All opinions expressed in this article are those of the person quoted and do not necessarily represent the opinions of the other team members or ESC United as a whole.

It’s 7 days to go until Junior Eurovision 2020, and we are counting down the 12 nations participating in this year’s remotely held and Warsaw, Poland hosted contest on Sunday, November 29, 2020.

Every day we will do an overview of a participating nation in alphabetical order, recapping how they got to Junior Eurovision, a brief history of the nation’s participation, a brief biography of the artist, and finally, our “expert” panel of editors give the entries a score out of 10 and a brief review.

Today we look at Germany, the last of the adult contest’s Big Five to make a debut at Junior Eurovision.

Germany’s history at Junior Eurovision:

November 21, 2002. The European Broadcasting Union (EBU) announces a new version of The Eurovision Song Contest. With Children! The EBU announced 15 broadcasters had signed up, including Germany’s ARD/ZDF, for Junior Eurovision 2003.

So did Germany’s representative that year give Dino Jelusic a run for his money as the first winner for Croatia? No. As you all recall, Germany pulled out (alongside Slovakia) from the debut contest. Germany planned an appearance at Eurovision 2004, but again… FAKE OUT! No appearance.

Since then, Germany’s KiKA Channel, the children’s television arm of ARD, sent delegations to Junior Eurovision over the years to observe, but it was only until this year that the Teutonic Teasing ended and they followed through with a national selection and are now a week away from making their official Junior Eurovision debut.

Before Junior Eurovision 2020:

Germany decided to have a national final of sorts in Dein Song für Warschau. Five kids, two songs, ten combinations for a jury composed of Germany’s Eurovision 2004 representative Max Mutzke (who came in 8th with “Can’t Wait Until Tonight”), the writer of the two songs Levent Geiger, Michele Huesmann and Martin Haas, to choose from.

Graduates from The Voice Kids in Susan Oseloff and Davit Nikalayan combated Leroy, Linnea May and Malaika, each taking turns performing “See You Later” and “Stronger With You.”

Susan Oseloff prevailed over the two night event, and it was decided she will perform “Stronger With You.”

The Artist:

13-year-old Susan Oseloff is not stranger to televised song contests, having been a contestant in… wait for it… The Voice Kids. At what point does Junior Eurovision become The Voice Kids: European All-Stars?

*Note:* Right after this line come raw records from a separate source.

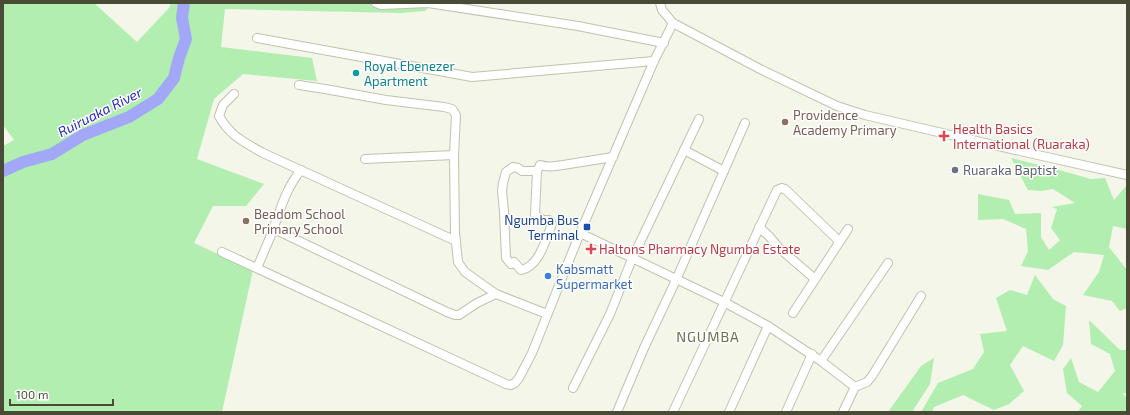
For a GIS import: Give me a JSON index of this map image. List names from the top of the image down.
{
  "districts": ["NGUMBA"],
  "water": ["Ruiruaka River"],
  "places": {
    "other": [
      "Royal Ebenezer Apartment",
      "Providence Academy Primary",
      "Ruaraka Baptist",
      "Beadom School Primary School",
      "Kabsmatt Supermarket"
    ],
    "health": ["Health Basics International (Ruaraka)", "Haltons Pharmacy Ngumba Estate"],
    "transit": ["Ngumba Bus Terminal"]
  },
  "scale_bar": "100 m"
}
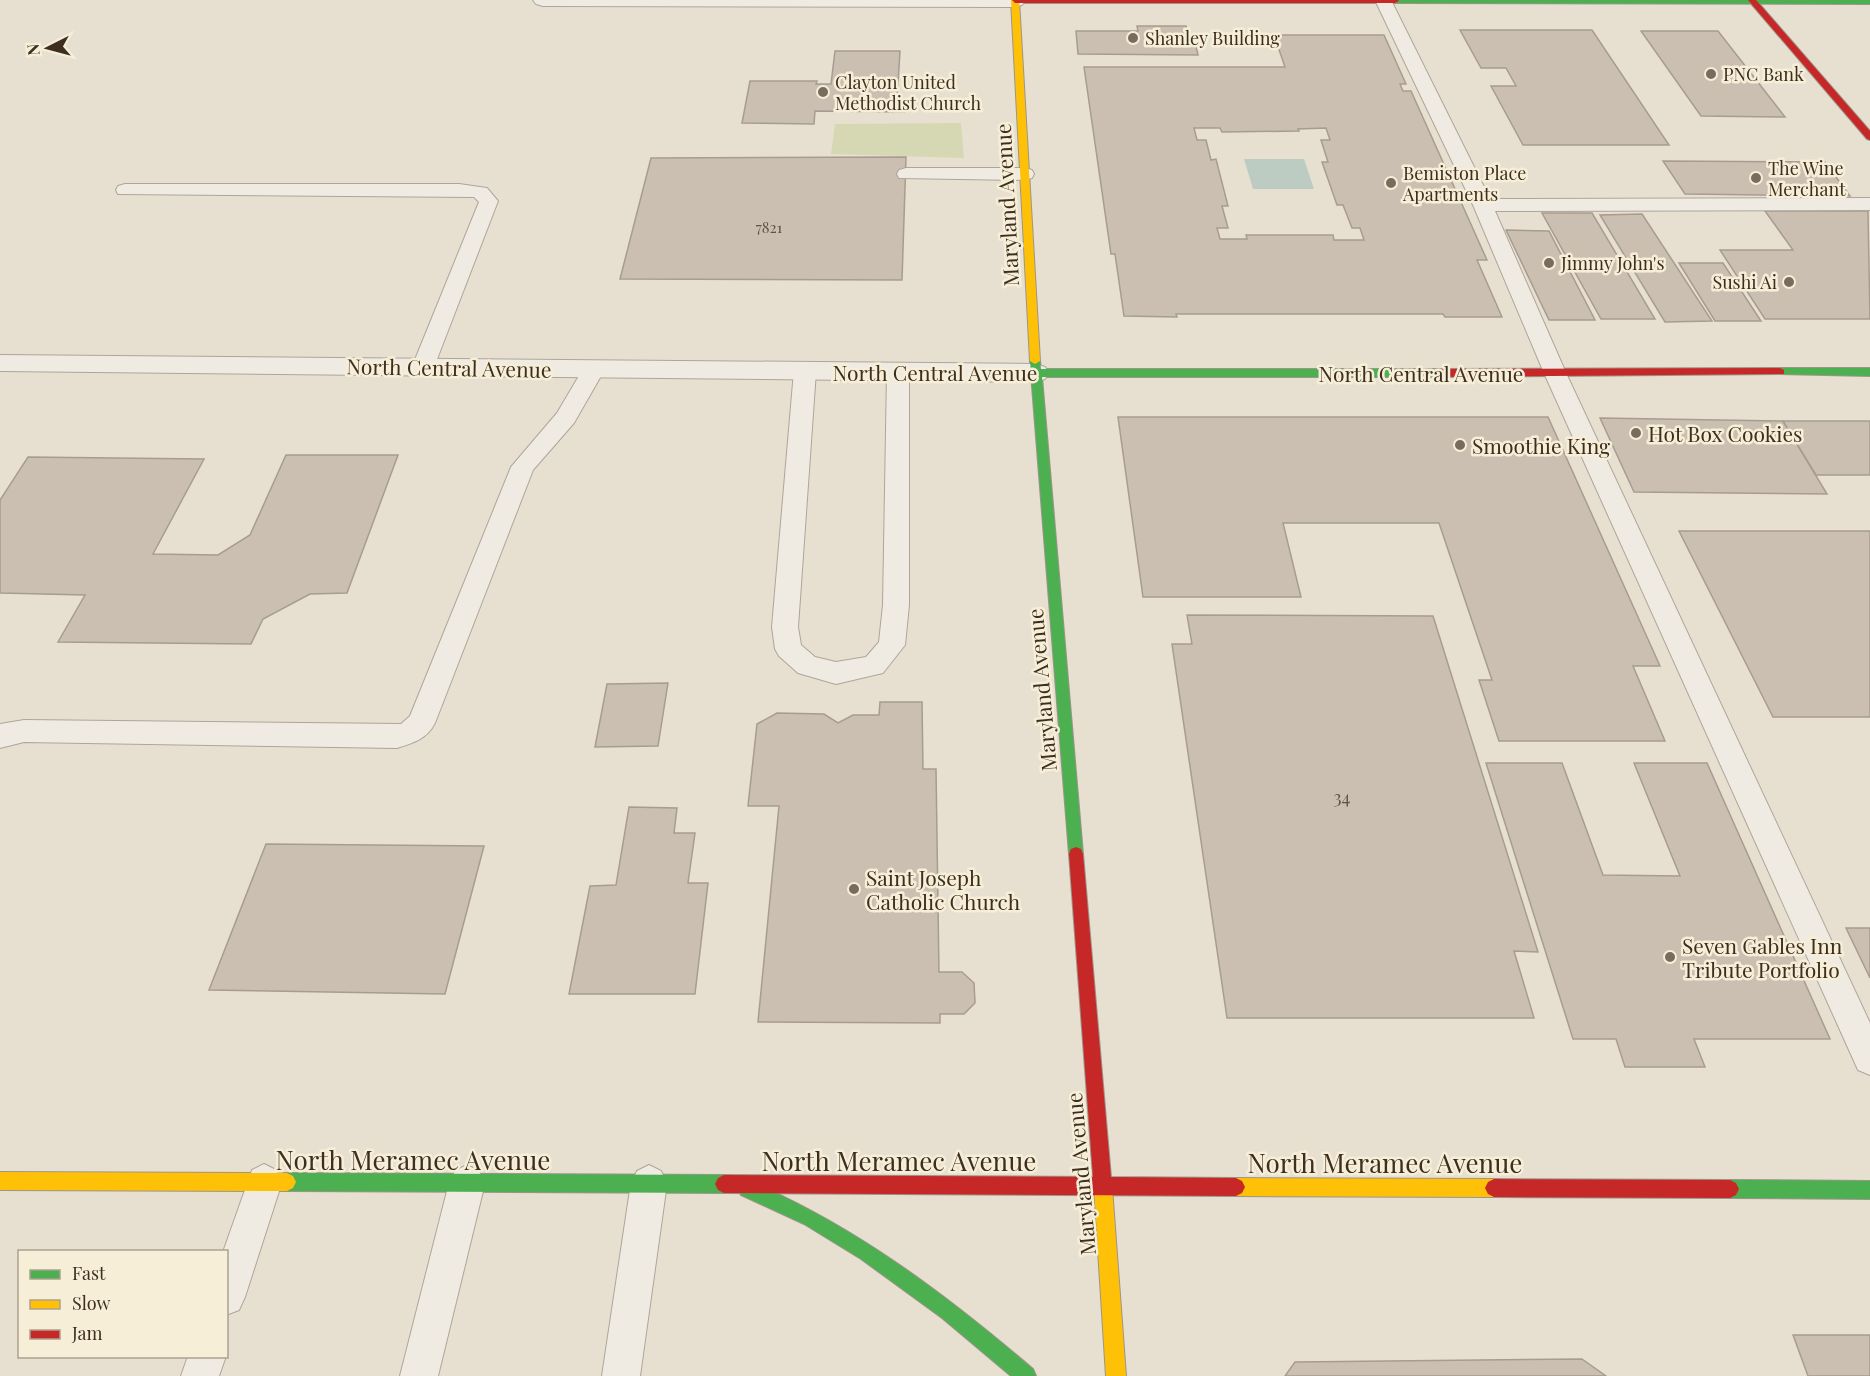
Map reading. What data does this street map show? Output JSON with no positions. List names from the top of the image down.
{
  "streets": {
    "street": ["Maryland Avenue", "North Central Avenue", "North Meramec Avenue"]
  },
  "crossings": [
    ["Maryland Avenue", "North Central Avenue"],
    ["Maryland Avenue", "North Meramec Avenue"]
  ],
  "places": [
    "Shanley Building",
    "PNC Bank",
    "Clayton United Methodist Church",
    "The Wine Merchant",
    "Bemiston Place Apartments",
    "Jimmy John's",
    "Sushi Ai",
    "Hot Box Cookies",
    "Smoothie King",
    "Saint Joseph Catholic Church",
    "Seven Gables Inn Tribute Portfolio"
  ],
  "house_numbers": ["7821", "34"],
  "legend": ["Fast", "Slow", "Jam"],
  "north": "left"
}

Anyway, the 13-year-old from Berlin told junioreurovision.tv that “Since I was little, it has always been my dream to take part in the Eurovision Song Contest. It is all the more exciting that I am now allowed to represent Germany at Junior Eurovision. I hope that I can make my country and the people who stand behind me proud.”

The Song:

Germany took an admirable path in the selection of their songwriter. They could have hired an established German writer or producer, or they could have hired one of the Eurovision mercenary songwriters whose names will be familiar to those who watch Eastern European national selections.

So whatever the result, you have to tip the hat to Germany for taking a risk on 17-year-old Levent Geiger, a 17-year-old music prodigy who plays multiple instruments and already has racked up many years experience both in front of and behind the scenes in the German music industry. Geiger was also a finalist in the 2015 and 2019 KiKA competition Dein Song, and KiKA tasked him to write both a ballad and an up tempo dance song this time around.

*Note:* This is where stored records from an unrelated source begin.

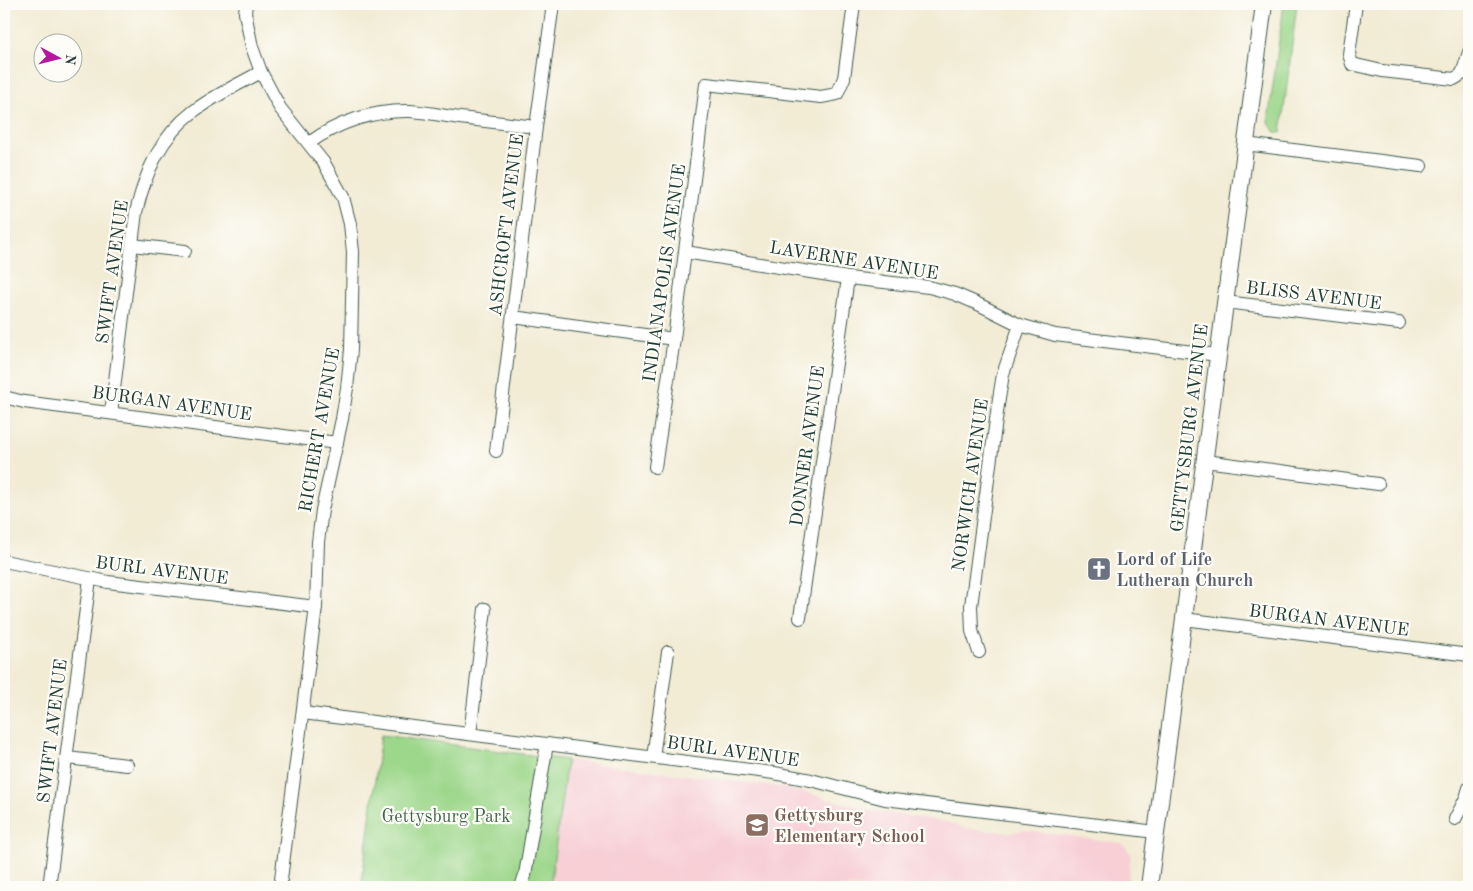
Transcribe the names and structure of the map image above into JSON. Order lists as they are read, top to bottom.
{
  "streets": {
    "street": [
      "ASHCROFT AVENUE",
      "LAVERNE AVENUE",
      "SWIFT AVENUE",
      "INDIANAPOLIS AVENUE",
      "BLISS AVENUE",
      "BURGAN AVENUE",
      "GETTYSBURG AVENUE",
      "RICHERT AVENUE",
      "DONNER AVENUE",
      "NORWICH AVENUE",
      "BURL AVENUE"
    ]
  },
  "crossings": [
    ["LAVERNE AVENUE", "INDIANAPOLIS AVENUE"],
    ["LAVERNE AVENUE", "GETTYSBURG AVENUE"],
    ["LAVERNE AVENUE", "DONNER AVENUE"],
    ["LAVERNE AVENUE", "NORWICH AVENUE"],
    ["SWIFT AVENUE", "BURGAN AVENUE"],
    ["SWIFT AVENUE", "RICHERT AVENUE"],
    ["SWIFT AVENUE", "BURL AVENUE"],
    ["BLISS AVENUE", "GETTYSBURG AVENUE"],
    ["BURGAN AVENUE", "GETTYSBURG AVENUE"],
    ["BURGAN AVENUE", "RICHERT AVENUE"],
    ["GETTYSBURG AVENUE", "BURL AVENUE"],
    ["RICHERT AVENUE", "BURL AVENUE"]
  ],
  "parks": ["Gettysburg Park"],
  "places": {
    "church": ["Lord of Life Lutheran Church"],
    "school or university": ["Gettysburg Elementary School"]
  },
  "north": "right"
}
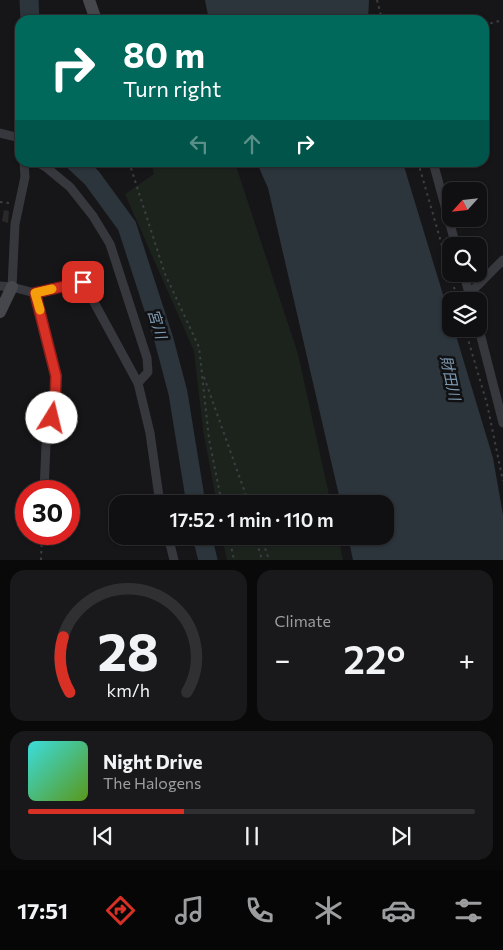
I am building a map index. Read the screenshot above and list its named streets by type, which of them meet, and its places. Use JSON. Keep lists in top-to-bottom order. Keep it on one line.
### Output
{"water":["宮川","財田川"],"north":"bottom left","page":{"turn":["80 m","Turn right"],"limit":"30","trip":"17:52 · 1 min · 110 m","tile":"Climate","heat":["−","22°","+"],"song":["Night Drive","The Halogens"],"tabs":"17:51","gauge":["28","km/h"]}}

Incidentally, this will be the German language’s debut at Junior Eurovision. Switzerland’s sole appearance at the contest in 2004 was in Italian.

The Reviews:

Now with the introduction out of the way, what do we at ESC United think of this particular entry? Judging the JESC entries this year are ESC United Editor-in-Chief Sean Tarbuck, ESC United’s Instagram Account Manager Melanie Otto, writer and YouTuber Roy Postema, ESC United’s Twitter and Facebook Account Manager Connor Terry, and writers James Maude and Daniel Montoya.

Connor – 7 – “For a debut song this is a stellar entry, and Susan has pipes with that range! This is one has a pretty compelling storyline but I think the big issue is that I don’t really remember this entry in the full line-up. The melody and track are just a bit flat until you hit the bridge – I really wish that the main choruses included some of those improvised notes she sings because that would really improve the melodic line and structure. It’s a very good first direction and I know they’ll be a strong contender in the contest, but this might end up being a middle-of-the-pack-song.”

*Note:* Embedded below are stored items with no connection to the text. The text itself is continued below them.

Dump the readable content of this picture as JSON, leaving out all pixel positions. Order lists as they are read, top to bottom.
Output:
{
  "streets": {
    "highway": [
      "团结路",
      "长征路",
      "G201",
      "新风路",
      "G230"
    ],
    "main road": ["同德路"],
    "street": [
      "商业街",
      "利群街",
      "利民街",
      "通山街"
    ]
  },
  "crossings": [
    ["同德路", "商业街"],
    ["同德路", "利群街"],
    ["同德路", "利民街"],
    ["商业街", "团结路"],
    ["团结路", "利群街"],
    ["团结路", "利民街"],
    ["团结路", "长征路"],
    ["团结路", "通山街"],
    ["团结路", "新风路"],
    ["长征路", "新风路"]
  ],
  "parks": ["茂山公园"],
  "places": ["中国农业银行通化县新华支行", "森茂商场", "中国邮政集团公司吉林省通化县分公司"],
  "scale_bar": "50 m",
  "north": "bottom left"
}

Daniel – 6 – “What a cute of song, it has a modern beat with a very 2000’s like pop vibe. I appreciate the German and English mix. I believe this song is missing a big wow element and it seems quite predictable. Towards the end it gets quite interesting with the high notes but it is quite a traditional composition. Great vocals throughout the song!”

James – 6 – “Lyrically, it’s a strange one. This is an entreaty to someone hurting our protagonist to stop and return to their supportive ways. It sets it apart from the usual “friends through eternity, loyalty, honesty, we’ll stick together through thick or thin” cliches we’re used to hearing at the contest. The lyrics are also unclear on who is at fault for the fall-out, giving it a bit of a twist. It’s possible the singer is an unreliable narrator who expects unconditional support and unknowingly burns bridges to get where she wants.  It’s subtle, and maybe I am reading into the lyrics too much. Anyway, Susan was by far the best of the five national finalists, and on technique stacks up very well to her competitors. Sadly though, the composition is a little flat, taking quite a while to get going and not really blowing anyone away after the bridge and the latter verses.”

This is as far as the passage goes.